▶ **Task directions**
The entries below hold a line with "I need the bounding" and a line with "List all text". Return those lines and all that lie between them, exactly and only.

(Stored data entries)
Segment Open
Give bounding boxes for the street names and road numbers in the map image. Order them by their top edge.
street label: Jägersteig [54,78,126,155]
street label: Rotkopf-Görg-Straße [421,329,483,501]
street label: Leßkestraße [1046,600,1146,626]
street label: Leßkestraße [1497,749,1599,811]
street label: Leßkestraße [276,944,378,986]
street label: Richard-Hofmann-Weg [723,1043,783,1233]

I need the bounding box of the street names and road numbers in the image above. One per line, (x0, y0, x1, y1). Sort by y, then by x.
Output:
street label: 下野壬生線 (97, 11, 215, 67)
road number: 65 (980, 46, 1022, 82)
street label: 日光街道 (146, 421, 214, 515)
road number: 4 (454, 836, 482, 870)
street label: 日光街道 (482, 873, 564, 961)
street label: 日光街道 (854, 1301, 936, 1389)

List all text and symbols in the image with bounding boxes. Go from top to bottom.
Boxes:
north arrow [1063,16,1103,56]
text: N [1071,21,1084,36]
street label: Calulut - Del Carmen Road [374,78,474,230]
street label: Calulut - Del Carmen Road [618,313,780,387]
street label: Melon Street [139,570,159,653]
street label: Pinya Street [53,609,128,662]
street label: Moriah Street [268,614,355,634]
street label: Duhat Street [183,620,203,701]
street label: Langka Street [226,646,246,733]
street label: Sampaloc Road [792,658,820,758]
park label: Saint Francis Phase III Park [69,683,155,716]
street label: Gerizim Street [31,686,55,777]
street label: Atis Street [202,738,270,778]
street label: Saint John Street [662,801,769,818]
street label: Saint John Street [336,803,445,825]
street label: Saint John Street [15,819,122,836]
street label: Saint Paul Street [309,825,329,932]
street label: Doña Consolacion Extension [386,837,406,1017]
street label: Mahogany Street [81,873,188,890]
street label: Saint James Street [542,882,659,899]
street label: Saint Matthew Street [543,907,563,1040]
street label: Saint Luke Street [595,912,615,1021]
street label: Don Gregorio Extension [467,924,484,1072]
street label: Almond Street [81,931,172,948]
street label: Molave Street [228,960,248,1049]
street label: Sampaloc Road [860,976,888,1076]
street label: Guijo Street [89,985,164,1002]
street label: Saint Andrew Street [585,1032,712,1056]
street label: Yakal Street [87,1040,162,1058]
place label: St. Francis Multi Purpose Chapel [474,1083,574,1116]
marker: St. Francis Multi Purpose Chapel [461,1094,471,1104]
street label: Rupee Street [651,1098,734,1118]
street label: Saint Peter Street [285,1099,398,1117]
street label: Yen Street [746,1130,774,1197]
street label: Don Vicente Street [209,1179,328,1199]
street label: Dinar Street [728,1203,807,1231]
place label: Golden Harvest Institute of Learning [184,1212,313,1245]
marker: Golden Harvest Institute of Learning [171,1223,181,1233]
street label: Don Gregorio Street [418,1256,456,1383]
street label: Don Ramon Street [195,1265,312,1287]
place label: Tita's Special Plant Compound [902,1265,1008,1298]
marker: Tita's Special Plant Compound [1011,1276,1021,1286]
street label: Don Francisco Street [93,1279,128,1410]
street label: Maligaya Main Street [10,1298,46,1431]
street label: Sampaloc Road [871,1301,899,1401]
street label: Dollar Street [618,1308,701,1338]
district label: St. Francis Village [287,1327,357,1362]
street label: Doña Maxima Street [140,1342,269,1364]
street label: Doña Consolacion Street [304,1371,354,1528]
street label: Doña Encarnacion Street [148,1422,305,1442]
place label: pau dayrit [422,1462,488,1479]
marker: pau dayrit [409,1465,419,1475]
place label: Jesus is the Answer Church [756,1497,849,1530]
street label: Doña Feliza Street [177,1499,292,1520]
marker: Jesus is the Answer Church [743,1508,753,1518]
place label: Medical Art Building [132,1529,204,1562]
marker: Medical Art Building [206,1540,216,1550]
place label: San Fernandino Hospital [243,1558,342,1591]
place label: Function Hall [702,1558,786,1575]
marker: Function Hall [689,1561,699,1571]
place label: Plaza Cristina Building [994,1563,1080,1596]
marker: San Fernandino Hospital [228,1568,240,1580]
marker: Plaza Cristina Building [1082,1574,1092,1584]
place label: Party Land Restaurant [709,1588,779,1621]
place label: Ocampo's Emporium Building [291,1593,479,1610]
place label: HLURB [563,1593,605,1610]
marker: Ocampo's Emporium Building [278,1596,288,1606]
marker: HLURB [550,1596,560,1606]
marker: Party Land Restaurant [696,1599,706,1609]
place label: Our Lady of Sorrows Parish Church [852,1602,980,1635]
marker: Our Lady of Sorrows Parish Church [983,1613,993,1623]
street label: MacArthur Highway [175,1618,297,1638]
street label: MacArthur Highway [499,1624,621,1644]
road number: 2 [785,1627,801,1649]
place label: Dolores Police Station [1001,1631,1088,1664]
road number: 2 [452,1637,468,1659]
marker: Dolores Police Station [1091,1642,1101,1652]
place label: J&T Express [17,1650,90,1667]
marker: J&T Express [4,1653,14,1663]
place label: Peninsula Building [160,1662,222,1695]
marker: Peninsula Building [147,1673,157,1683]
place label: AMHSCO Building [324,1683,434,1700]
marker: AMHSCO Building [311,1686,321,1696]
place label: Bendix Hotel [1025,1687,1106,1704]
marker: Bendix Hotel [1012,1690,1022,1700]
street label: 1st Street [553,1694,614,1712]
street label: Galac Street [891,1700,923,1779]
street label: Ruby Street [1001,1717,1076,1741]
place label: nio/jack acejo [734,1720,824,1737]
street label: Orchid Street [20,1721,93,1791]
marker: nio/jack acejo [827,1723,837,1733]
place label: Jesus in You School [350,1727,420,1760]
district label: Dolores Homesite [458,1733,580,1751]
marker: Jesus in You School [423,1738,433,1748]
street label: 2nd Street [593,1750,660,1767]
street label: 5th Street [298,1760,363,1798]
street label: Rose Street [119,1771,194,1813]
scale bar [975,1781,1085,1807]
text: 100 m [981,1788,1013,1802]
Segment Closed
▶ **Response to the exercise**
I need the bounding box of the street names and road numbers in the image above. One per line, (x0, y0, x1, y1). Sort by y, then by x.
Output:
street label: 下野壬生線 (97, 11, 215, 67)
road number: 65 (980, 46, 1022, 82)
street label: 日光街道 (146, 421, 214, 515)
road number: 4 (454, 836, 482, 870)
street label: 日光街道 (482, 873, 564, 961)
street label: 日光街道 (854, 1301, 936, 1389)

List all text and symbols in the image with bounding boxes. Go from top to bottom.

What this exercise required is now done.